Work instruction ▸ Each entry should be written out again exactly, so that nothing is lost.

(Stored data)
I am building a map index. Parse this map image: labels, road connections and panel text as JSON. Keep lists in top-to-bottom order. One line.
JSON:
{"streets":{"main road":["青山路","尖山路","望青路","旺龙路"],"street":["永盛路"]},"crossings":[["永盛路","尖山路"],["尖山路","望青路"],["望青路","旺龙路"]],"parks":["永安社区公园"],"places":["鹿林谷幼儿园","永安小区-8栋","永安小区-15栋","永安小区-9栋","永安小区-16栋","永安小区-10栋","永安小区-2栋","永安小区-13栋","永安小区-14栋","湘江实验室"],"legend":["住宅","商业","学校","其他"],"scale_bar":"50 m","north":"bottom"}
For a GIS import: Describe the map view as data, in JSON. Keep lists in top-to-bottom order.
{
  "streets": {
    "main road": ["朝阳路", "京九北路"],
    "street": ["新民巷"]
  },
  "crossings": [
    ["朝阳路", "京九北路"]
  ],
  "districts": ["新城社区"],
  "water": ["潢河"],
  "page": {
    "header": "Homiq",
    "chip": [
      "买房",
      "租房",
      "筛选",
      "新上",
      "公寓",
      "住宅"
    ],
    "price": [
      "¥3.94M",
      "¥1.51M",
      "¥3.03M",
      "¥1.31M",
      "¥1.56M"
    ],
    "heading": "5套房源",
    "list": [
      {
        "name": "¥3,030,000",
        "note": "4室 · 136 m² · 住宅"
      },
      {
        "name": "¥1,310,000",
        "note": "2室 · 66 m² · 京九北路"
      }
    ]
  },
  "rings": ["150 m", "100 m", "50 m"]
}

Problem solution ▸
I am building a map index. Parse this map image: labels, road connections and panel text as JSON. Keep lists in top-to-bottom order. One line.
JSON:
{"streets":{"main road":["青山路","尖山路","望青路","旺龙路"],"street":["永盛路"]},"crossings":[["永盛路","尖山路"],["尖山路","望青路"],["望青路","旺龙路"]],"parks":["永安社区公园"],"places":["鹿林谷幼儿园","永安小区-8栋","永安小区-15栋","永安小区-9栋","永安小区-16栋","永安小区-10栋","永安小区-2栋","永安小区-13栋","永安小区-14栋","湘江实验室"],"legend":["住宅","商业","学校","其他"],"scale_bar":"50 m","north":"bottom"}
For a GIS import: Describe the map view as data, in JSON. Keep lists in top-to-bottom order.
{
  "streets": {
    "main road": ["朝阳路", "京九北路"],
    "street": ["新民巷"]
  },
  "crossings": [
    ["朝阳路", "京九北路"]
  ],
  "districts": ["新城社区"],
  "water": ["潢河"],
  "page": {
    "header": "Homiq",
    "chip": [
      "买房",
      "租房",
      "筛选",
      "新上",
      "公寓",
      "住宅"
    ],
    "price": [
      "¥3.94M",
      "¥1.51M",
      "¥3.03M",
      "¥1.31M",
      "¥1.56M"
    ],
    "heading": "5套房源",
    "list": [
      {
        "name": "¥3,030,000",
        "note": "4室 · 136 m² · 住宅"
      },
      {
        "name": "¥1,310,000",
        "note": "2室 · 66 m² · 京九北路"
      }
    ]
  },
  "rings": ["150 m", "100 m", "50 m"]
}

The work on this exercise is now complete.